Grant Park Advisory Council gets new leadership
By Jesse Wright
Published August 2, 2018
Those hoping to find out why former Grant Park Advisory Council (GPAC) President Bob O’Neill was suspended from the board earlier this year didn’t find out at the recent GPAC meeting, hosted by the Chicago Park District July 10.
A lawyer for the Chicago Park District refused to talk about O’Neill, who was not in attendance, except to say he is threatening a lawsuit. “The party is represented by counsel and they are considering litigation,” said Park District attorney Dorothy Carroll.
GPAC is a public body, consisting of a group of elected officials overseeing the park. The group helps determine infrastructure initiatives and programing in Grant Park. O’Neill told New Eastside News he began serving as president of GPAC around 1998, but Carroll made it clear at the meeting that as far as the Park District is concerned, he is history.
Carroll said GPAC would survive without O’Neill. The Chicago Park District plans to hold public elections to elect a new president and council later this fall. “Bob [O’Neill] isn’t the council. The president is not the council,” she said.
When reached by phone, O’Neill said he isn’t going anywhere just yet and claims the park council is violating the GPAC bylaws by seizing de facto power. He and other GPAC members had already held a meeting July 9 at a South Loop condo, attended by about 30 people. They plan to convene another meeting in early August and to eventually hold their own election.
“I am still the president,” O’Neill insisted in an interview. “They came and said I was removed from GPAC. Well, that violates our bylaws and our guidelines.” O’Neill said the ostensible reasons for his ouster—a lack of insurance for a roller hockey program—were made up. He said he had insurance and offered proof several times to the park district, and alleges they ignored it. O’Neill blames a small group of people who strongly opposed his work as the culprits who caused his suspension, though he did not name them.

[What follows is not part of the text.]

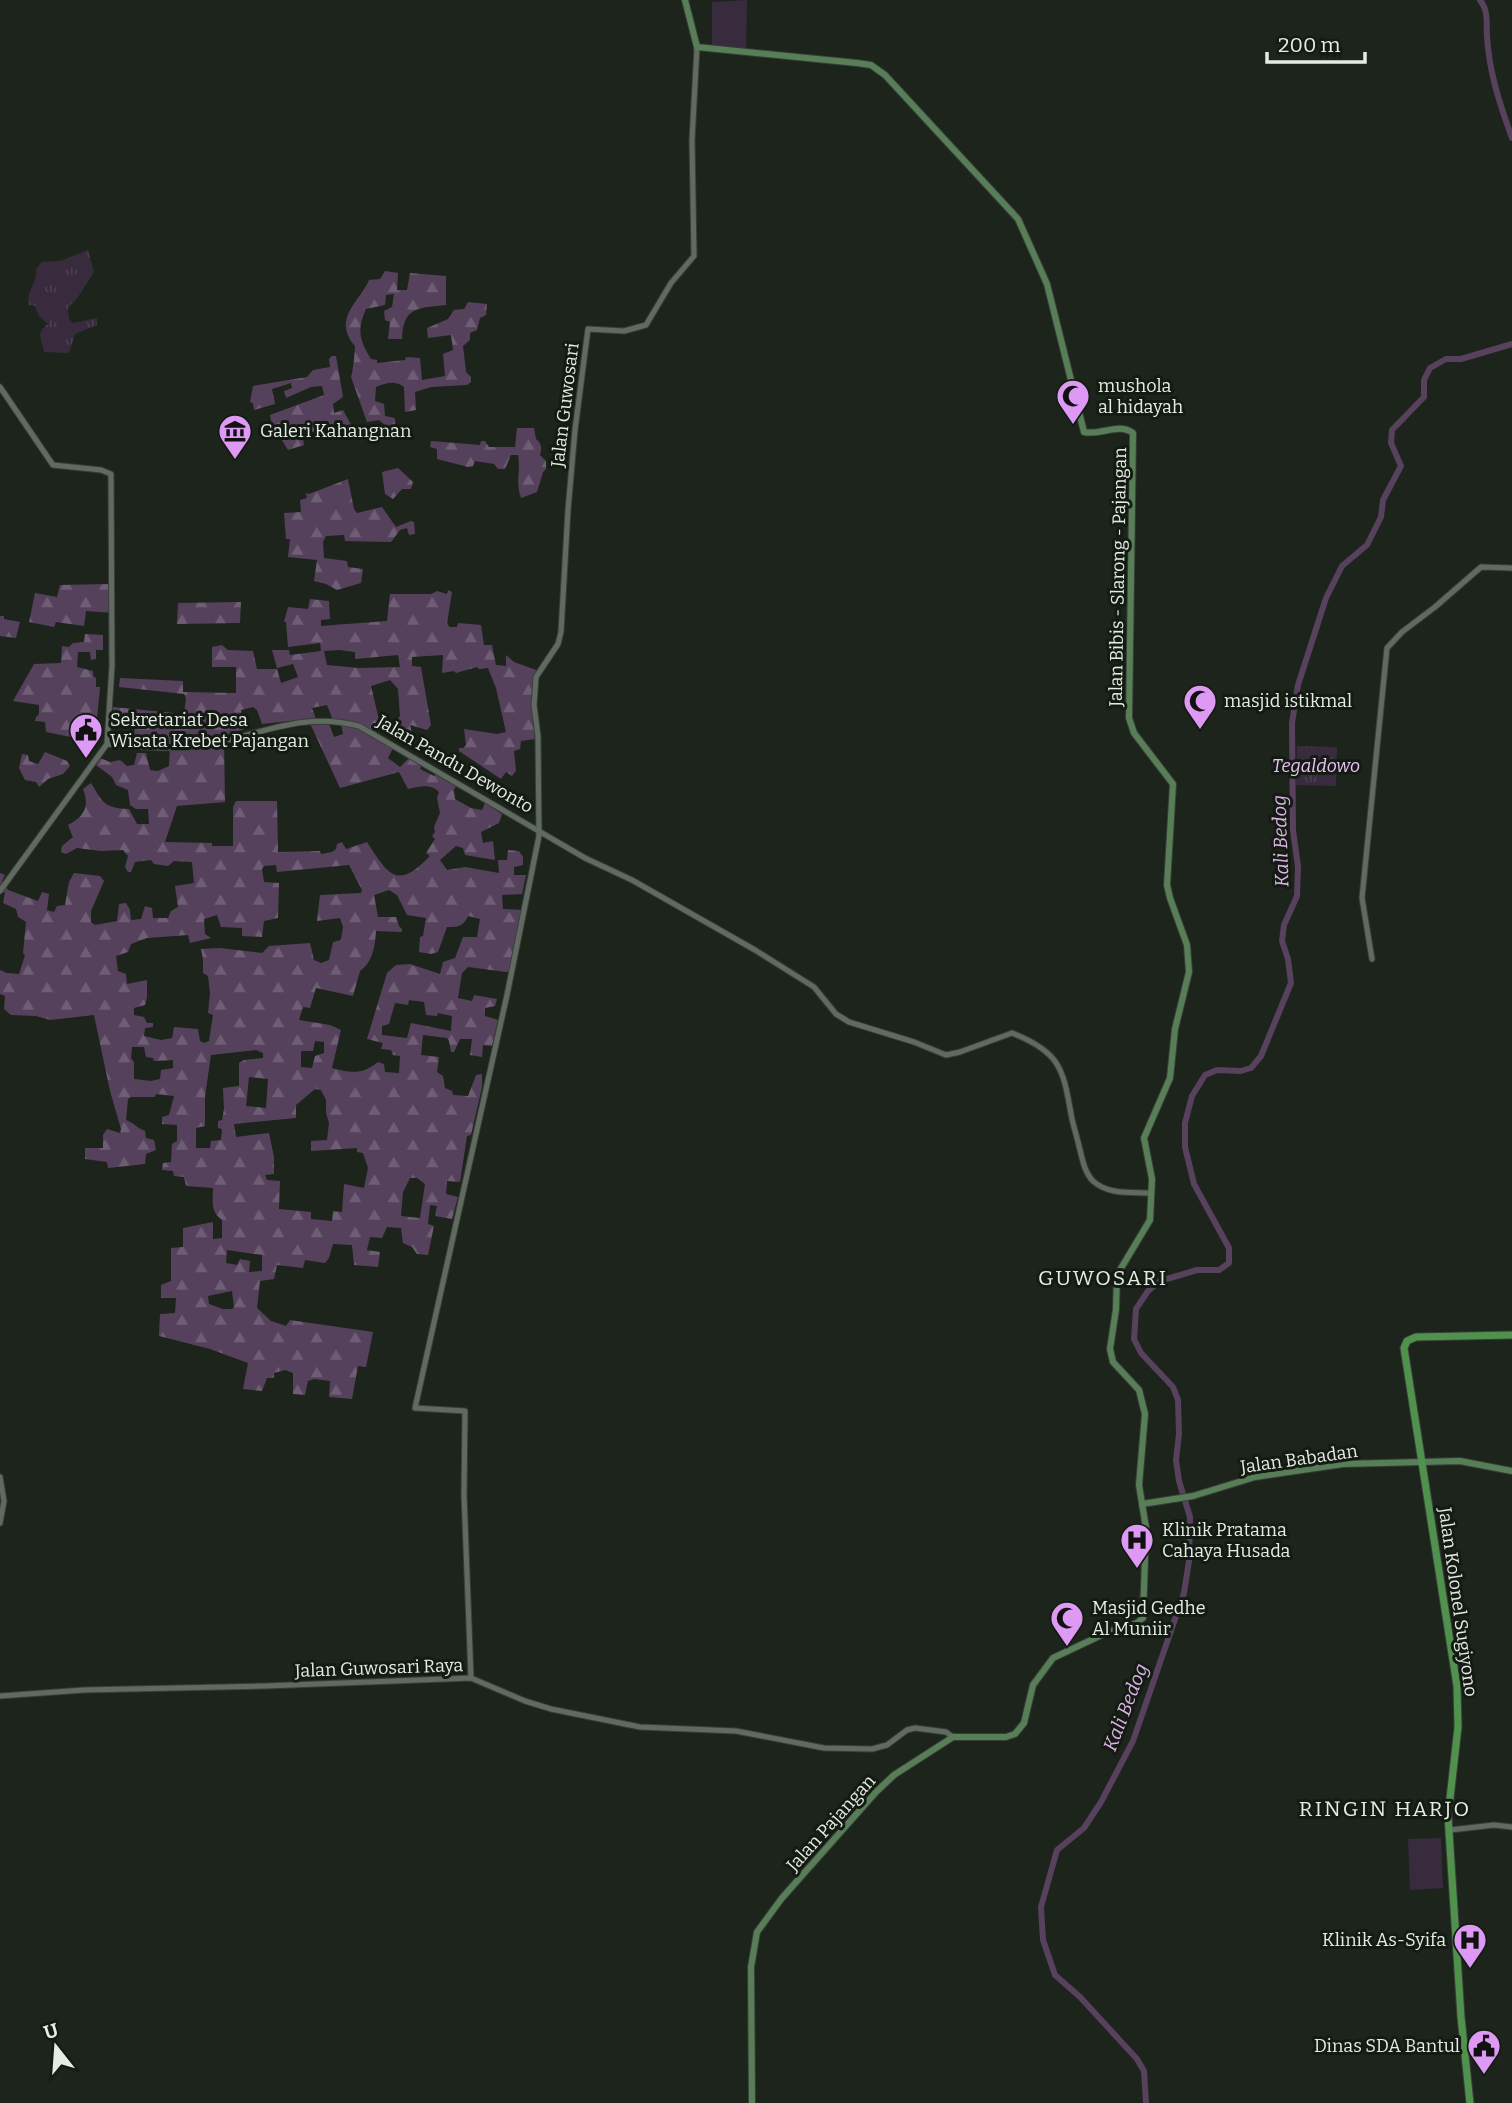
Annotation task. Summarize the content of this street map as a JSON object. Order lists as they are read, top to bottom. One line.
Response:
{"streets":{"main road":["Jalan Bibis - Slarong - Pajangan","Jalan Babadan","Jalan Kolonel Sugiyono","Jalan Pajangan"],"street":["Jalan Guwosari","Jalan Pandu Dewonto","Jalan Guwosari Raya"]},"crossings":[["Jalan Guwosari","Jalan Bibis - Slarong - Pajangan"],["Jalan Guwosari","Jalan Pandu Dewonto"],["Jalan Bibis - Slarong - Pajangan","Jalan Pandu Dewonto"],["Jalan Bibis - Slarong - Pajangan","Jalan Babadan"],["Jalan Babadan","Jalan Kolonel Sugiyono"],["Jalan Guwosari Raya","Jalan Pajangan"]],"districts":["GUWOSARI","RINGIN HARJO"],"water":["Kali Bedog"],"parks":["Tegaldowo"],"places":{"mosque":["mushola al hidayah","masjid istikmal","Masjid Gedhe Al Muniir"],"museum":["Galeri Kahangnan"],"public building":["Sekretariat Desa Wisata Krebet Pajangan","Dinas SDA Bantul"],"hospital":["Klinik Pratama Cahaya Husada","Klinik As-Syifa"]},"scale_bar":"200 m","north":"top"}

O’Neill’s GPAC had at least one defender from another park advisory council. At
the July 10 meeting in the Maggie Daley Fieldhouse, Bob Ziegler, a board member
of the Lincoln Park Advisory Council, also said he believes the Park District ignored
GPAC bylaws. Carroll repeated that the park district had the law on its side. This didn’t satisfy Ziegler, who at one point walked in front of the Park District’s table and tried to address the whole room. “You can’t pick and choose which bylaws you want to follow. You need to follow the process,” he told the room.
Two aldermen who represent the area, Ald. Sophia King (4th) and Ald. Brendan Reilly (42nd), were present at the meeting and spoke on other topics. Toward the end of the meeting, the Park District authorities announced an election to be held in a few months time. The next meeting is set for September, though an exact date has yet to be determined. It’s not clear who will run for the new GPAC committee.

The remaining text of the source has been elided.